Low Carb Vegetable Garden

In Kentucky, where I live, it's still a few months until planting time. I wanted to get this message up now so that I would have plenty of ideas when spring roles around. I live in the suburbs and have a small garden in my back yard. It's not real big but does produce a lot of vegetables.

Usually, I raise asparagus, tomatoes, cucumbers, zucchini, and peppers. Occasionally I throw in radishes & herbs between larger plants. Each year I like to try at least one or two new things to see how they work out. For example, one year, we successfully grew lots of brussel sprouts. We struggled with what to do with our bumper crop of brussel sprouts... there's so few recipes out there.

One of my favorite garden veggies is zucchini and it is well suited for all kinds of low carb dishes. It is extremely easy to grow. One or two mounds produces more than my wife and I can eat.

I'm mostly wondering about tomatoes. Garden tomatoes are a thousand times better than store bought. They are bursting with flavor.

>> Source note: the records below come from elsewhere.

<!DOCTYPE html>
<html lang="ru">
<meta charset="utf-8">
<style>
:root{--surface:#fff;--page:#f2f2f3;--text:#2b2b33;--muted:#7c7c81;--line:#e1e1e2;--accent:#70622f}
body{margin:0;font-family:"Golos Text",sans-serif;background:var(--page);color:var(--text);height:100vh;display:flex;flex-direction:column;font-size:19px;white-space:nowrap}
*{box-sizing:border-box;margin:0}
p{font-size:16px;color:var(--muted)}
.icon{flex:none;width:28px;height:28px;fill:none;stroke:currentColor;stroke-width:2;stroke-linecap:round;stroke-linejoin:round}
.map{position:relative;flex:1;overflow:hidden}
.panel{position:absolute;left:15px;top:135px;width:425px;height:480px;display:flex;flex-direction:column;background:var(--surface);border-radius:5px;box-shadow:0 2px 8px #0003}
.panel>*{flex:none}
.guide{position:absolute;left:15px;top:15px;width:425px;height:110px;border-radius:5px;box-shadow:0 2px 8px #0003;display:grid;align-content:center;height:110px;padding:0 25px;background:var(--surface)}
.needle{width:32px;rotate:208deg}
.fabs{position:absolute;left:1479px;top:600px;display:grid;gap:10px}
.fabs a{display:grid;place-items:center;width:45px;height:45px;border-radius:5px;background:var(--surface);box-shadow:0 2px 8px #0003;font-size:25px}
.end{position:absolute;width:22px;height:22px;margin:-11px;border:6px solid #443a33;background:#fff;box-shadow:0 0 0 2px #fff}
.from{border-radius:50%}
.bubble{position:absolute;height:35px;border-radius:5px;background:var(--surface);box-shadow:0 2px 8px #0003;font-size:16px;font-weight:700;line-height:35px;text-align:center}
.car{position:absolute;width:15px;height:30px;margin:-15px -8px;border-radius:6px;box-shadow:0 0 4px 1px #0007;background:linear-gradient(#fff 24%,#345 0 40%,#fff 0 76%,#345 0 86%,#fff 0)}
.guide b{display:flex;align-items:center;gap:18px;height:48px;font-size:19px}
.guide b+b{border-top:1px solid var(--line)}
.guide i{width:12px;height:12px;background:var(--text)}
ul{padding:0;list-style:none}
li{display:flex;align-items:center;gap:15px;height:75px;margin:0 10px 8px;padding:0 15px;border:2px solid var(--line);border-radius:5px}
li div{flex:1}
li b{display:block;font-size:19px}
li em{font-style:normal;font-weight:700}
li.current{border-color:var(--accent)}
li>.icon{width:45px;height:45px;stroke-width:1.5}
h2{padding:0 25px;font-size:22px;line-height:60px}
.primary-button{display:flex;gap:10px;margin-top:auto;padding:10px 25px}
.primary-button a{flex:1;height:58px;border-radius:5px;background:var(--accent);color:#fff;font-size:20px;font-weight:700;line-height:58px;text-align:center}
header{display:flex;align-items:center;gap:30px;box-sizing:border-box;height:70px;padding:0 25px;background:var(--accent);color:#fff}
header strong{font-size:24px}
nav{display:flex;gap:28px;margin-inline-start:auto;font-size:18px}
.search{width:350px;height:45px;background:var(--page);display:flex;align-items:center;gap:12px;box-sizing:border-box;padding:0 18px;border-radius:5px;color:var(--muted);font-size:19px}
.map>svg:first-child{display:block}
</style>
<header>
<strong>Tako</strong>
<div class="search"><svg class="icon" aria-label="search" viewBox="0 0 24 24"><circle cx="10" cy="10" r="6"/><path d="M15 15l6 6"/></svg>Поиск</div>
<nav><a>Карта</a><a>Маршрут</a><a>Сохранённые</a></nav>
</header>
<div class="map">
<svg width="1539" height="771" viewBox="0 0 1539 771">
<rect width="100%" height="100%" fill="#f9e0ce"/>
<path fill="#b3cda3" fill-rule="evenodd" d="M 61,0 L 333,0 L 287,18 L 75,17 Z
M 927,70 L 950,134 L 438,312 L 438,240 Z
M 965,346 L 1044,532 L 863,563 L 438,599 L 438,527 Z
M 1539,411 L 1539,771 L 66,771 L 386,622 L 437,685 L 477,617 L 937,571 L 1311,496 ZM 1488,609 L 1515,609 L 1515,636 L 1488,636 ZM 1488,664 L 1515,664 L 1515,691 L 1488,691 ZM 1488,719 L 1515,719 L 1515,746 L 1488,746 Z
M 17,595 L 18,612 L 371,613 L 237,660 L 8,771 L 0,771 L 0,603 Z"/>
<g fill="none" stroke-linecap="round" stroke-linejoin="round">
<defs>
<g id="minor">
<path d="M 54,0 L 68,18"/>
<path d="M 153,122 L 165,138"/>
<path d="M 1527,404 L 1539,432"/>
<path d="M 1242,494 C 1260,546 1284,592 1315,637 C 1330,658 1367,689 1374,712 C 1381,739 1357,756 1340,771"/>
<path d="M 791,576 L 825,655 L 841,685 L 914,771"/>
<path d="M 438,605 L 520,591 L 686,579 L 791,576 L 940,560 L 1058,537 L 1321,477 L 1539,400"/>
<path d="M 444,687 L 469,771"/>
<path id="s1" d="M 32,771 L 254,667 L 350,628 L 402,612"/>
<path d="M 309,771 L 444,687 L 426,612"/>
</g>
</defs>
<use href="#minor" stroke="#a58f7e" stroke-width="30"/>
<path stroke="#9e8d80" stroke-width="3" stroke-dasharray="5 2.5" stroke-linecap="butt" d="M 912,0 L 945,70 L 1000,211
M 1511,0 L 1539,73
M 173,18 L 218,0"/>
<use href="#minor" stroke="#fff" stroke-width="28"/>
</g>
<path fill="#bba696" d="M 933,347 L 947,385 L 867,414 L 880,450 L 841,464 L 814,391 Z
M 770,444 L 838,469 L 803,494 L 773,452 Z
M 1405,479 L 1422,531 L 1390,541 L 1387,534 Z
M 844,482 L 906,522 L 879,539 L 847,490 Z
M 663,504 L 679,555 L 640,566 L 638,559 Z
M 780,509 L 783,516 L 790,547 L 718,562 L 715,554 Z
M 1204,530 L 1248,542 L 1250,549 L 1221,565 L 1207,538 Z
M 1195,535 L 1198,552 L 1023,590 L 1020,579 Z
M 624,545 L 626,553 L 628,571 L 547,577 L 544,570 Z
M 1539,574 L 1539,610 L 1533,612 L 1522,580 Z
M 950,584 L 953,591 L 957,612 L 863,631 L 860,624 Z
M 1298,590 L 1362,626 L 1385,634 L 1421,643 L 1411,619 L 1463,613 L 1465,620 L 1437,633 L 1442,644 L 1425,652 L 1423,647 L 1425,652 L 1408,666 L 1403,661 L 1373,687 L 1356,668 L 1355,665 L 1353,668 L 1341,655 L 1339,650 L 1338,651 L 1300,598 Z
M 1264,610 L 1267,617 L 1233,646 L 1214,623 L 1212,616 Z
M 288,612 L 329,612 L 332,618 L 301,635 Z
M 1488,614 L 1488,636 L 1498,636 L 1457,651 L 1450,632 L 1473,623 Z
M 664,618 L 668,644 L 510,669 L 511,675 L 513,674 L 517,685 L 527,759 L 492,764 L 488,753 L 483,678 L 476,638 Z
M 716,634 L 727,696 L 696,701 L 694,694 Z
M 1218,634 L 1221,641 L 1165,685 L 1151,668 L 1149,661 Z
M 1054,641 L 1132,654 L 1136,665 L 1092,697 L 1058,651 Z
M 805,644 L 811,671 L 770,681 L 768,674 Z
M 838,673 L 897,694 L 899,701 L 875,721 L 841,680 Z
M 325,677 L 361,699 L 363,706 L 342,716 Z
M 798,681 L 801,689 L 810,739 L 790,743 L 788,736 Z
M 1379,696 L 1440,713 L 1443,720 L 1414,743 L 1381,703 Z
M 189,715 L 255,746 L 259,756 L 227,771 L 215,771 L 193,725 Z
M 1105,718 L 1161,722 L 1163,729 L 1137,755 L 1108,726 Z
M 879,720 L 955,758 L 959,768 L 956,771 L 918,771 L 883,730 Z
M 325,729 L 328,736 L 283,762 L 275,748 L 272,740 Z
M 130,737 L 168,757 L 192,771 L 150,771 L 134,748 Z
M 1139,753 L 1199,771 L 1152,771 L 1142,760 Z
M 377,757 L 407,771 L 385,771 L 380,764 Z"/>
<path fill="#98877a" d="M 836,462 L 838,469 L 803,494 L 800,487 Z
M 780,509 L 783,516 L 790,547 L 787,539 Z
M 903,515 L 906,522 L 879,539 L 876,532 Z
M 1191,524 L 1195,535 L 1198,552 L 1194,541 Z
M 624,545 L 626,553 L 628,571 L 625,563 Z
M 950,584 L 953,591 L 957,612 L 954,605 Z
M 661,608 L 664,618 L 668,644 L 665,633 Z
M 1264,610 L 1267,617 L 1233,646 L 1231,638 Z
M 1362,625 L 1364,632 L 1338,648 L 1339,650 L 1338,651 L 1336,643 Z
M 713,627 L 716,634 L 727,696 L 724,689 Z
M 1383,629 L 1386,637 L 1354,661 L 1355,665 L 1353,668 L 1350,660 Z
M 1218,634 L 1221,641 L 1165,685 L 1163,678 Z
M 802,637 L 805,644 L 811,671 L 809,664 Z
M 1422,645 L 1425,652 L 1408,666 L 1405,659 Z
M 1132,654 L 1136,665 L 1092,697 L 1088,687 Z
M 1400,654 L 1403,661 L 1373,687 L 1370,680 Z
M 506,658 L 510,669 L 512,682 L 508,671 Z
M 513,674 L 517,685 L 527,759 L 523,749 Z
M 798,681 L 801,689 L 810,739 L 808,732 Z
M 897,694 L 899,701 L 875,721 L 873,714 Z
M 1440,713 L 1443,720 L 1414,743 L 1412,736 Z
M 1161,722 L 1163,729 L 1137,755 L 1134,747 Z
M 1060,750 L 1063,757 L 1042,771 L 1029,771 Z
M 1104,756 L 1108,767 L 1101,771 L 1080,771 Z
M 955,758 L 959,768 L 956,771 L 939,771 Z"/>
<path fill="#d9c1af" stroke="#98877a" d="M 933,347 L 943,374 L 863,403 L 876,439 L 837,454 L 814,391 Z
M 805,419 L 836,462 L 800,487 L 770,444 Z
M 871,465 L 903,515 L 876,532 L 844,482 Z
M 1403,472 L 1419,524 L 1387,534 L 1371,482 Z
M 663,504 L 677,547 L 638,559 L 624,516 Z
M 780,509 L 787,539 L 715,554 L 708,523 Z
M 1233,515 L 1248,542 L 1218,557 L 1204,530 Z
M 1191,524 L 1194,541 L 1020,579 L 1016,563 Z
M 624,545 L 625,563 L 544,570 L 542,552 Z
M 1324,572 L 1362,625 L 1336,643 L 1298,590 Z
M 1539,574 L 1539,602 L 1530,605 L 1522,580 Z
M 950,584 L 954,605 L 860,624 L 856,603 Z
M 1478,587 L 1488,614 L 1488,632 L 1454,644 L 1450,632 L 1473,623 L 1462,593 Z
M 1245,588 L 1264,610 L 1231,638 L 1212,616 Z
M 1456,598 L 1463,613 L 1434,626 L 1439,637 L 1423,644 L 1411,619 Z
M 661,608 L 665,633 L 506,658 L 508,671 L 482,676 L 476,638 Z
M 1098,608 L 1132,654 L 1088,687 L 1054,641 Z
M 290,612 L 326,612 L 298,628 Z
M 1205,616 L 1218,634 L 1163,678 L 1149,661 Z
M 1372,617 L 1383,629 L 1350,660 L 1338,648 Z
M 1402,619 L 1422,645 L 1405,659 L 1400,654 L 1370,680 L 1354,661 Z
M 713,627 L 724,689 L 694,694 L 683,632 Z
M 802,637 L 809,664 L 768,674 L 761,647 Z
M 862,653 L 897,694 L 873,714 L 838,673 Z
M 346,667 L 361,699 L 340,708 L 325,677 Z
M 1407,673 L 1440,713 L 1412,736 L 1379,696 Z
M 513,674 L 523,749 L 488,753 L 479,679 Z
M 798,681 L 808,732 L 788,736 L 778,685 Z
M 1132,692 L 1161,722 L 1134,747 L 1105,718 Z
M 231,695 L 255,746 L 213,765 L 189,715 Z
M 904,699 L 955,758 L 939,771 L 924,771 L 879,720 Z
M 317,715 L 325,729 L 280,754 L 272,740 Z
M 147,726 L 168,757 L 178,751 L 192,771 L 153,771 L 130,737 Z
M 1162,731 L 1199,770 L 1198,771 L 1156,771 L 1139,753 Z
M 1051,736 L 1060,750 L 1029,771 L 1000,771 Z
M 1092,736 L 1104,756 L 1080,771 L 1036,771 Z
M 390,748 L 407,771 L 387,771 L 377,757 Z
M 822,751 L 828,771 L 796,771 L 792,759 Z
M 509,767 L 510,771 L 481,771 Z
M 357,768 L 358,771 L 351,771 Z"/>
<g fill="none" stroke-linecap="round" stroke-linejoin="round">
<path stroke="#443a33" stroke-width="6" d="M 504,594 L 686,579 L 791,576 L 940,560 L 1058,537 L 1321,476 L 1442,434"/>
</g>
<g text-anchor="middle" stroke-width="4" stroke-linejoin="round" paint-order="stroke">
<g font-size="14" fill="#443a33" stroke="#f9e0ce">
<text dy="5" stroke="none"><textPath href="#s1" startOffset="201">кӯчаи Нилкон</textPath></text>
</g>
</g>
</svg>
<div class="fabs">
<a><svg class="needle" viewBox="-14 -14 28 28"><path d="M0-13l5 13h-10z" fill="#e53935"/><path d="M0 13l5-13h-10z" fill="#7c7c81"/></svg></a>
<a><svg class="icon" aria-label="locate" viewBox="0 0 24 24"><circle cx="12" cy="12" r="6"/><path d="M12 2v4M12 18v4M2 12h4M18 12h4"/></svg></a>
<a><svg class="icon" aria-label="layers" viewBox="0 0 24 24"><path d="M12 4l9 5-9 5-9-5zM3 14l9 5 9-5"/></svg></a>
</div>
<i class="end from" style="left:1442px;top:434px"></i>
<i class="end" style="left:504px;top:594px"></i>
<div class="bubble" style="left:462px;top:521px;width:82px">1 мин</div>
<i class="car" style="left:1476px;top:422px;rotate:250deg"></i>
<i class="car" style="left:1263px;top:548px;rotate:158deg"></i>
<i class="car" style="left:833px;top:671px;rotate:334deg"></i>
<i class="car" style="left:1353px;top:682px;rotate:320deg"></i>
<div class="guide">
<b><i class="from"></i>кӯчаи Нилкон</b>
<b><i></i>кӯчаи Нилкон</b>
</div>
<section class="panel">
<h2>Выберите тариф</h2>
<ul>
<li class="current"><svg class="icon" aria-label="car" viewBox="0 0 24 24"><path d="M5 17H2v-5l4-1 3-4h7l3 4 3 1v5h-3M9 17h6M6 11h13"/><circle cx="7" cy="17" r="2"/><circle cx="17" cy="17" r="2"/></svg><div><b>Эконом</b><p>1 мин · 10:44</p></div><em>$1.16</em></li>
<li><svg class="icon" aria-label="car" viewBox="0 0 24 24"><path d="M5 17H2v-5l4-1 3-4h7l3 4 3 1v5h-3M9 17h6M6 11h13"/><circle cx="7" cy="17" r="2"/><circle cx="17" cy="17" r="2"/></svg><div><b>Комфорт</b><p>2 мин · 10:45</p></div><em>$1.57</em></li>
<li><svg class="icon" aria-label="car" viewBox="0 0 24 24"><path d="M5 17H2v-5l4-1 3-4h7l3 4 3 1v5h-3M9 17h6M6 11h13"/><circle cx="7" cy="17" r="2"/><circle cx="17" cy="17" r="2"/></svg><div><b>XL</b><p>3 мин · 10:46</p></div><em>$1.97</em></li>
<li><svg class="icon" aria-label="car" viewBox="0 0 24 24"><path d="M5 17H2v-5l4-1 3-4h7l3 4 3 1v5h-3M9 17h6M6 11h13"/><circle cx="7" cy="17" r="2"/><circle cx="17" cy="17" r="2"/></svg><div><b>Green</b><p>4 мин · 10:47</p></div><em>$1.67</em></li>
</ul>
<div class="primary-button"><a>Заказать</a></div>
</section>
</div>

I have read that yellow tomatoes are lower in carbs than red. But, if you take into account heirloom varieties, there are thousands of possibilities. Each type varies in acidity and sweetness. Since all garden tomatoes seem much more favorable than store bought, I can't help but wonder if most garden varieties are higher in carbs. Does anyone know where to get nutrition info regarding specific varieties of tomatoes?

I am also curious to hear your ideas on what else to grow. Since I am now doing low-carb, I'll likely not plant as many tomatoes this year. This opens up space for trying new things. Any ideas?

1 comment:

Calianna said...

How about some lettuces?

There are all kinds of varieties of squashes, in addition to zucchini - hey, you could try some spaghetti squash.

Snow peas, those are nice and low in carbs too.

Broccoli is nice, even though it has a more limited harvest season than the brussels sprouts.

Spinach is a great low carb cool weather crop. If you want something you can harvest all summer long, Swiss Chard would be good.